20 September 2011

Non-associativity of SQL table joins

Some time back I was trying to understand how Microsoft SQL Server handled bracketing and order of operations on table joins. Here's a breakdown I put together on how it works. Possible boring, although possibly useful for not shooting oneself in the foot.

In short: the order and backeting of table joins may matter if you're mixing different types of joins together.

Background Information

This is the boring stuff. Skip down to the next major section if already familiar.

What is associativity

Consider the following equations:
(1 + 2) + 3 = 6
1 + (2 + 3) = 6
Both equations are the same irrespective of the bracket grouping. Addition is said to be an associative operation.

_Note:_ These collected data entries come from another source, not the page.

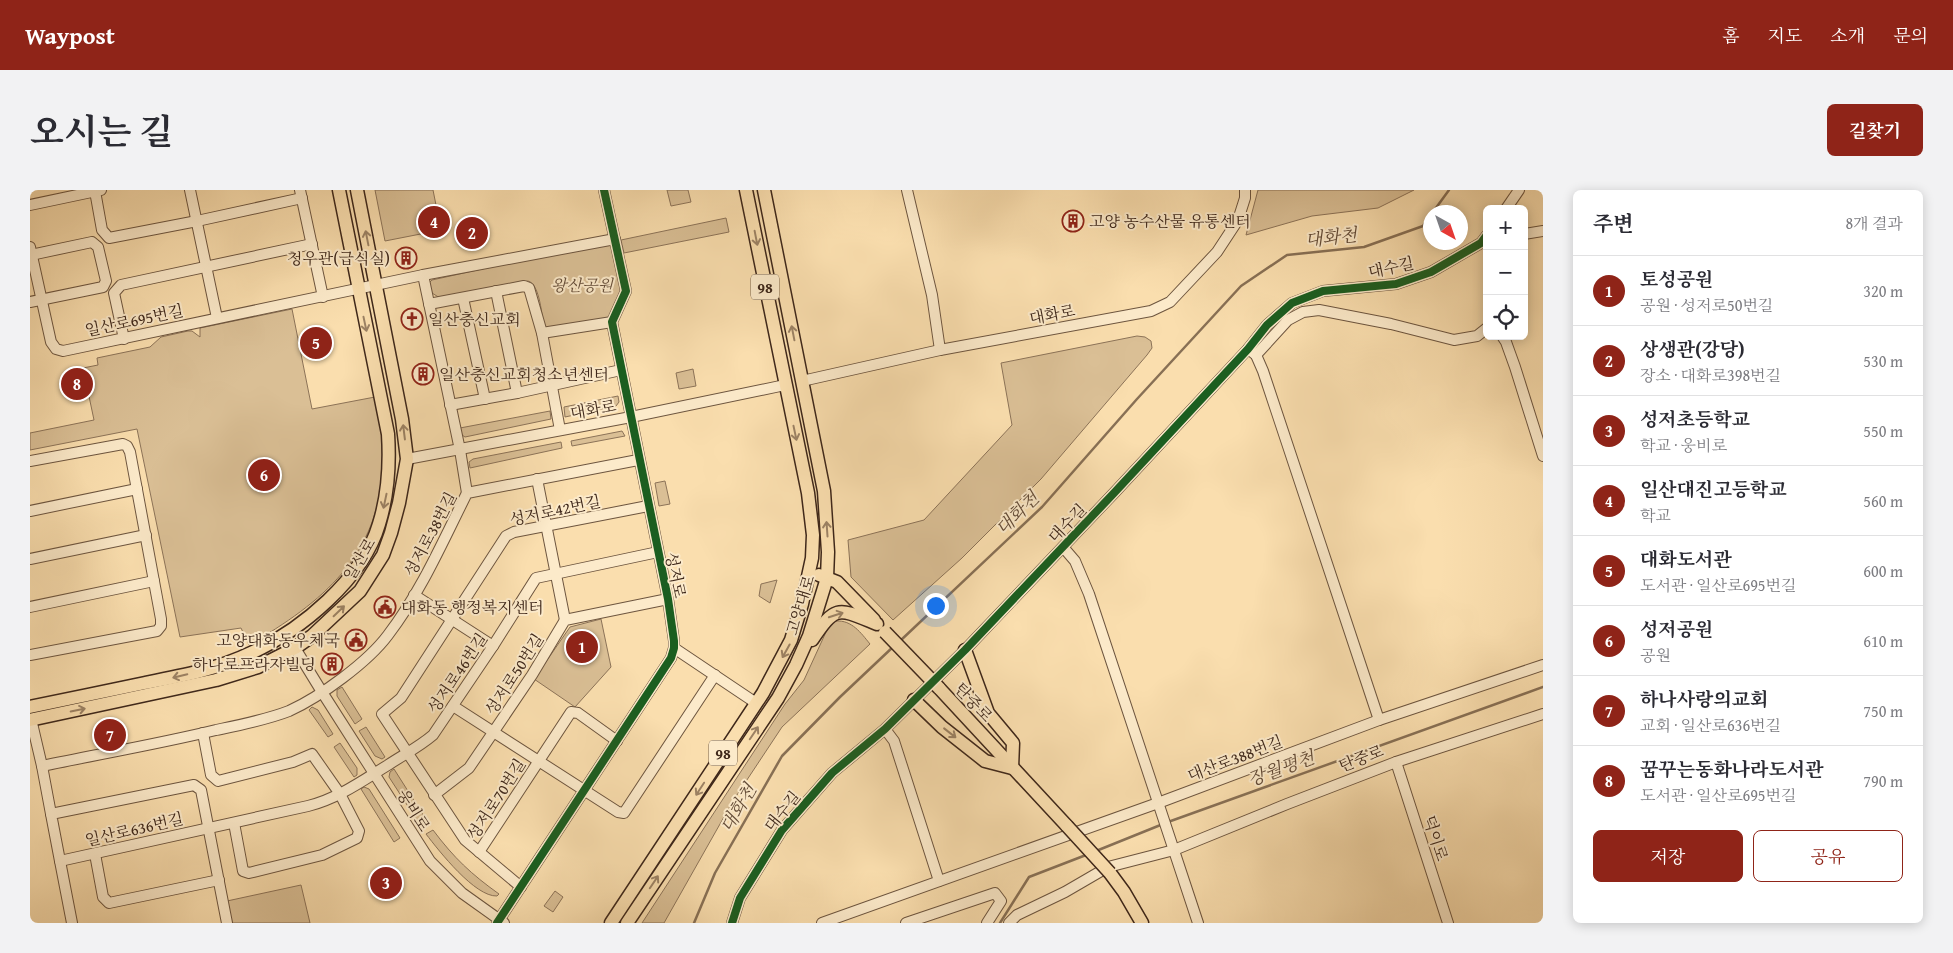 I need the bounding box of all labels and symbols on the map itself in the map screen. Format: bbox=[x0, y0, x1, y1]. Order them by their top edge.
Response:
pin: 4 bbox=[418, 203, 450, 241]
north arrow bbox=[1423, 205, 1468, 250]
building icon: 고양 농수산물 유통센터 bbox=[1061, 209, 1085, 233]
place label: 고양 농수산물 유통센터 bbox=[1089, 209, 1251, 233]
pin: 2 bbox=[456, 214, 488, 252]
water label: 대화천 bbox=[1304, 221, 1360, 253]
one-way arrow bbox=[751, 229, 761, 245]
one-way arrow bbox=[362, 231, 371, 247]
place label: 청우관(급식실) bbox=[287, 246, 390, 270]
building icon: 청우관(급식실) bbox=[394, 246, 418, 270]
street label: 대수길 bbox=[1366, 250, 1416, 284]
park label: 왕산공원 bbox=[551, 273, 614, 297]
road number: 98 bbox=[751, 274, 779, 300]
street label: 일산로695번길 bbox=[82, 298, 186, 342]
street label: 대화로 bbox=[1027, 298, 1078, 330]
church icon: 일산충신교회 bbox=[400, 307, 424, 331]
place label: 일산충신교회 bbox=[428, 307, 521, 331]
one-way arrow bbox=[361, 315, 370, 331]
pin: 5 bbox=[300, 324, 332, 362]
one-way arrow bbox=[787, 326, 797, 342]
building icon: 일산충신교회청소년센터 bbox=[411, 362, 435, 386]
place label: 일산충신교회청소년센터 bbox=[439, 362, 609, 386]
pin: 8 bbox=[61, 365, 93, 403]
street label: 대화로 bbox=[568, 393, 618, 425]
one-way arrow bbox=[399, 424, 409, 440]
one-way arrow bbox=[791, 424, 800, 440]
pin: 6 bbox=[248, 456, 280, 494]
water label: 대화천 bbox=[989, 484, 1046, 541]
street label: 성저로38번길 bbox=[398, 487, 462, 581]
street label: 성저로42번길 bbox=[507, 489, 603, 531]
one-way arrow bbox=[380, 492, 389, 508]
street label: 대수길 bbox=[1042, 498, 1092, 548]
one-way arrow bbox=[822, 521, 831, 537]
street label: 일산로 bbox=[337, 532, 382, 585]
street label: 성저로 bbox=[659, 550, 693, 601]
street label: 고양대로 bbox=[779, 571, 821, 638]
your location bbox=[923, 593, 949, 619]
public building icon: 대화동 행정복지센터 bbox=[373, 595, 397, 619]
place label: 대화동 행정복지센터 bbox=[401, 595, 544, 619]
one-way arrow bbox=[333, 605, 346, 617]
one-way arrow bbox=[828, 609, 844, 619]
place label: 고양대화동우체국 bbox=[216, 628, 341, 652]
public building icon: 고양대화동우체국 bbox=[344, 628, 368, 652]
street label: 성저로46번길 bbox=[421, 628, 493, 718]
pin: 1 bbox=[566, 628, 598, 666]
street label: 성저로50번길 bbox=[479, 629, 549, 719]
one-way arrow bbox=[780, 643, 790, 658]
place label: 하나로프라자빌딩 bbox=[192, 652, 316, 676]
building icon: 하나로프라자빌딩 bbox=[320, 652, 344, 676]
one-way arrow bbox=[172, 672, 188, 681]
street label: 탄중로 bbox=[949, 677, 999, 728]
one-way arrow bbox=[69, 704, 85, 714]
pin: 7 bbox=[94, 716, 126, 754]
one-way arrow bbox=[749, 726, 760, 740]
one-way arrow bbox=[943, 728, 957, 738]
street label: 대산로388번길 bbox=[1184, 729, 1286, 787]
street label: 탄중로 bbox=[1335, 738, 1387, 778]
road number: 98 bbox=[709, 740, 737, 766]
water label: 장월평천 bbox=[1244, 743, 1320, 793]
street label: 성저로70번길 bbox=[461, 754, 531, 844]
water label: 대화천 bbox=[713, 777, 764, 837]
one-way arrow bbox=[694, 781, 704, 795]
street label: 웅비로 bbox=[392, 784, 437, 836]
street label: 대수길 bbox=[758, 785, 806, 837]
street label: 일산로636번길 bbox=[82, 806, 186, 852]
street label: 덕이로 bbox=[1417, 812, 1455, 864]
pin: 3 bbox=[370, 864, 402, 902]
one-way arrow bbox=[649, 876, 659, 890]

However, the same is not true for subtraction.
(1 - 2) - 3 = -4
1 - (2 - 3) = 2
Subtraction is a non-associative operation.

What is commutativity

Consider the following equations:
a + b = b + a
a / b != b / a
Addition is commutative, but division is not. That is, the order of the operands matter.

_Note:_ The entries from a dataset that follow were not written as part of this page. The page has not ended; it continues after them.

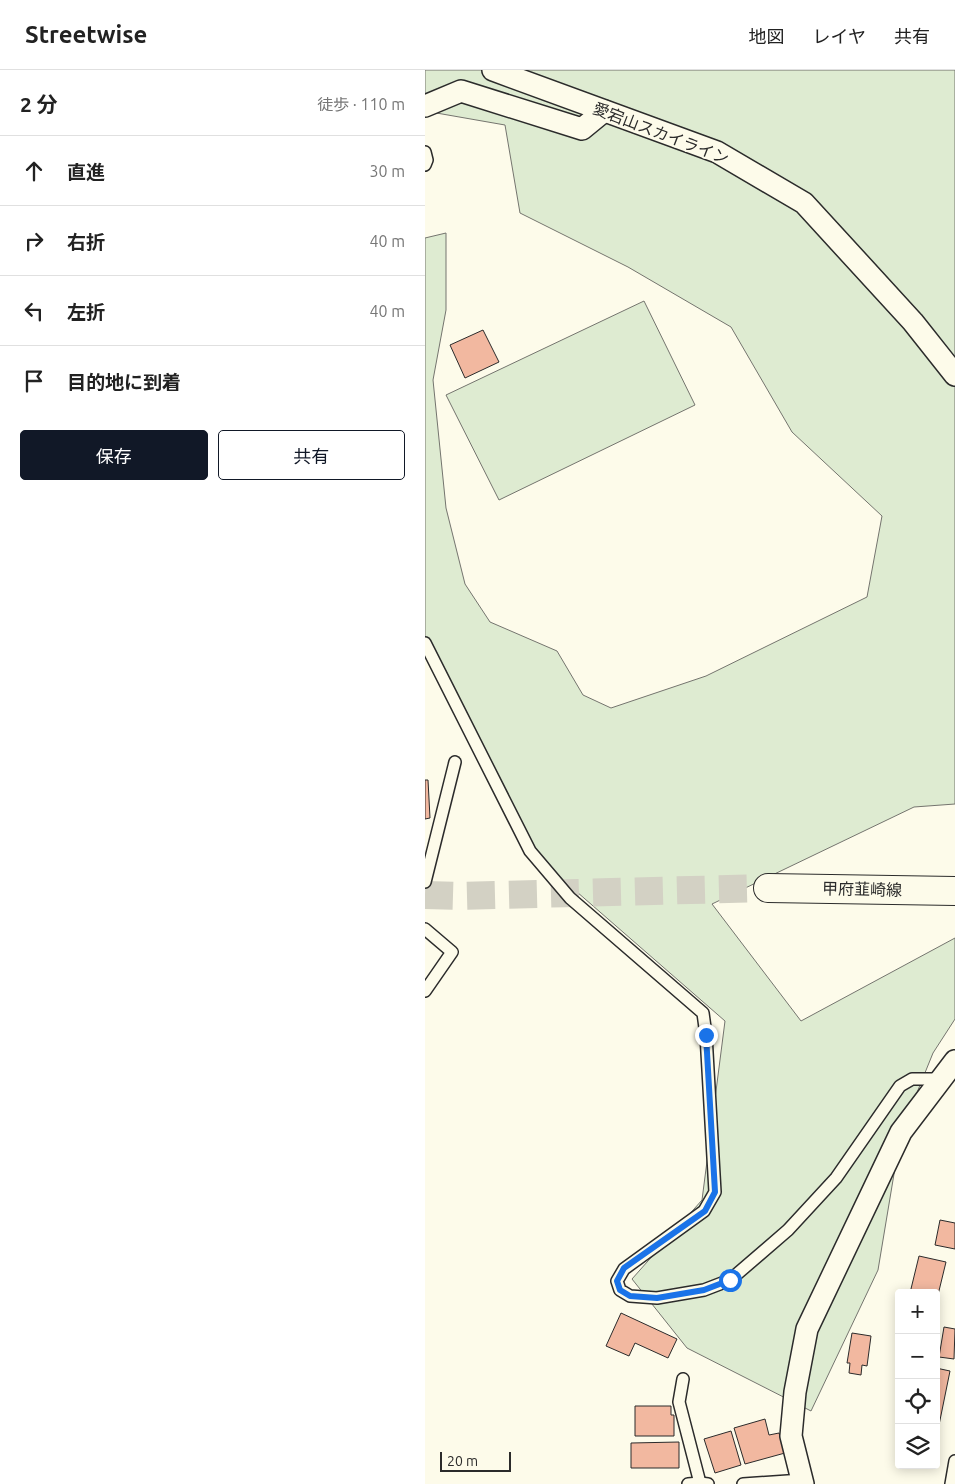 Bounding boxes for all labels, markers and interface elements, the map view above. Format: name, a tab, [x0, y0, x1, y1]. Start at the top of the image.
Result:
text: Streetwise	[25, 21, 147, 48]
text: 地図	[749, 26, 785, 46]
text: レイヤ	[813, 26, 866, 46]
text: 共有	[894, 26, 930, 46]
text: 2 分	[20, 92, 58, 116]
text: 徒歩 · 110 m	[317, 95, 405, 113]
street label: 愛宕山スカイライン	[591, 99, 731, 167]
icon: ahead	[20, 157, 48, 185]
text: 直進	[67, 161, 105, 183]
text: 30 m	[369, 162, 405, 180]
icon: right	[20, 227, 48, 255]
text: 右折	[67, 231, 105, 253]
text: 40 m	[369, 232, 405, 250]
icon: left	[20, 297, 48, 325]
text: 左折	[67, 301, 105, 323]
text: 40 m	[369, 302, 405, 320]
icon: arrive	[20, 367, 48, 395]
text: 目的地に到着	[67, 371, 181, 393]
button: 保存	[20, 430, 208, 480]
button: 共有	[218, 430, 405, 480]
street label: 甲府韮崎線	[822, 879, 902, 899]
route end	[695, 1024, 718, 1047]
route start	[719, 1269, 742, 1292]
map controls	[895, 1289, 940, 1469]
button: +	[895, 1289, 940, 1334]
button: −	[895, 1334, 940, 1379]
button: locate	[895, 1379, 940, 1424]
button: layers	[895, 1424, 940, 1469]
scale bar	[440, 1449, 511, 1472]
text: 20 m	[447, 1453, 478, 1469] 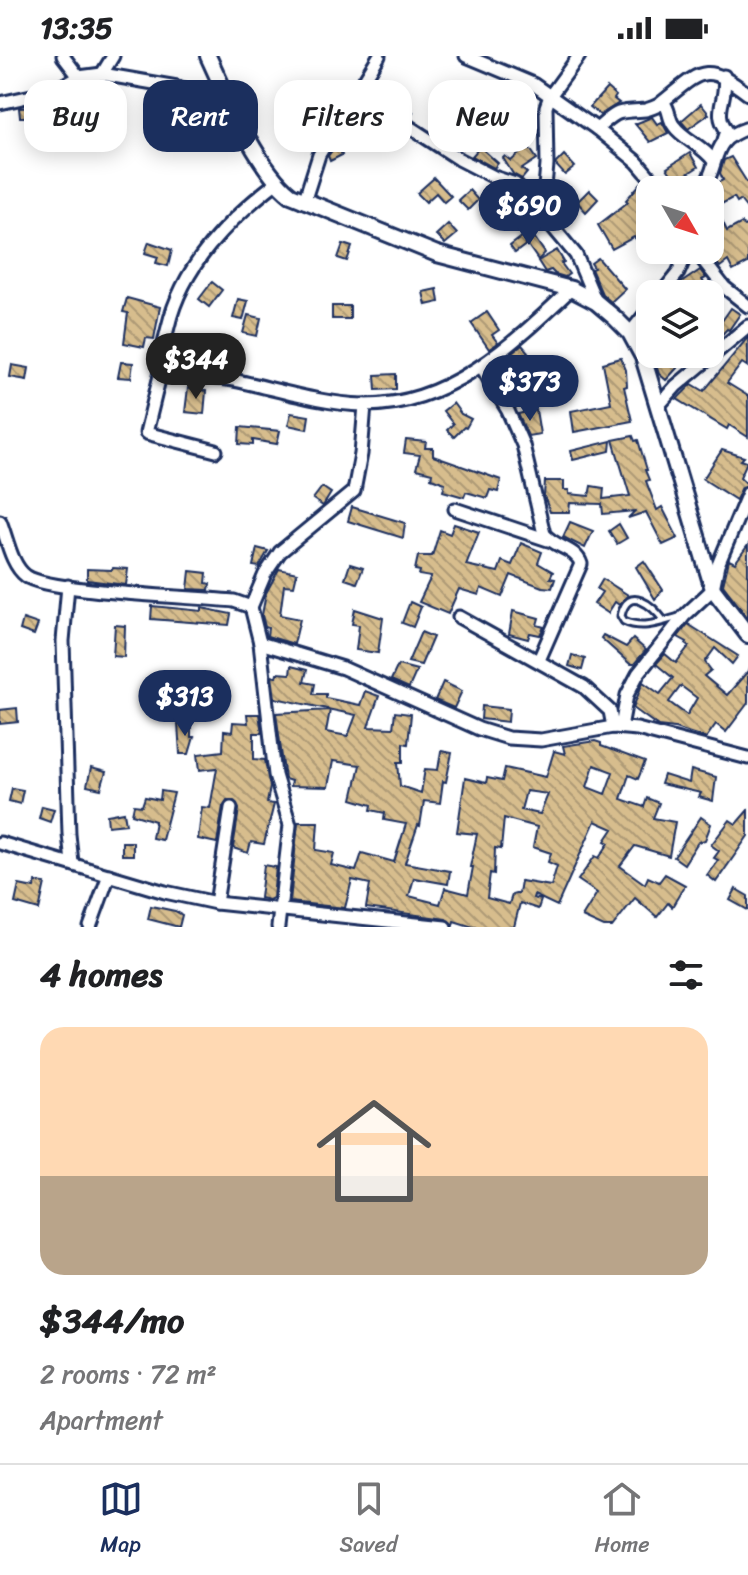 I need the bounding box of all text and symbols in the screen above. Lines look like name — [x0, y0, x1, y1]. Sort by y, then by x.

It should be no surprise that in T-SQL inner joins are commutative, but left and right joins are not, rather they reverse roles.
  • A inner join B is equivalent to B inner join A
  • A left join B is equivalent to B right join A

Left-hand associativity in the absence of bracketing

T-SQL parses joins using left-hand associativity. That is, there is an implicit grouping to the left.
  • A join-type1 B join-type2 C is equivalent to (A join-type1 B) join-type2 C, which implies that
  • C join-type1 B join-type2 A is equivalent to A reversed-join-type2 (B reversed-join-type1 C)
This is to say, the following discussion applies equally to join ordering as it does to join grouping.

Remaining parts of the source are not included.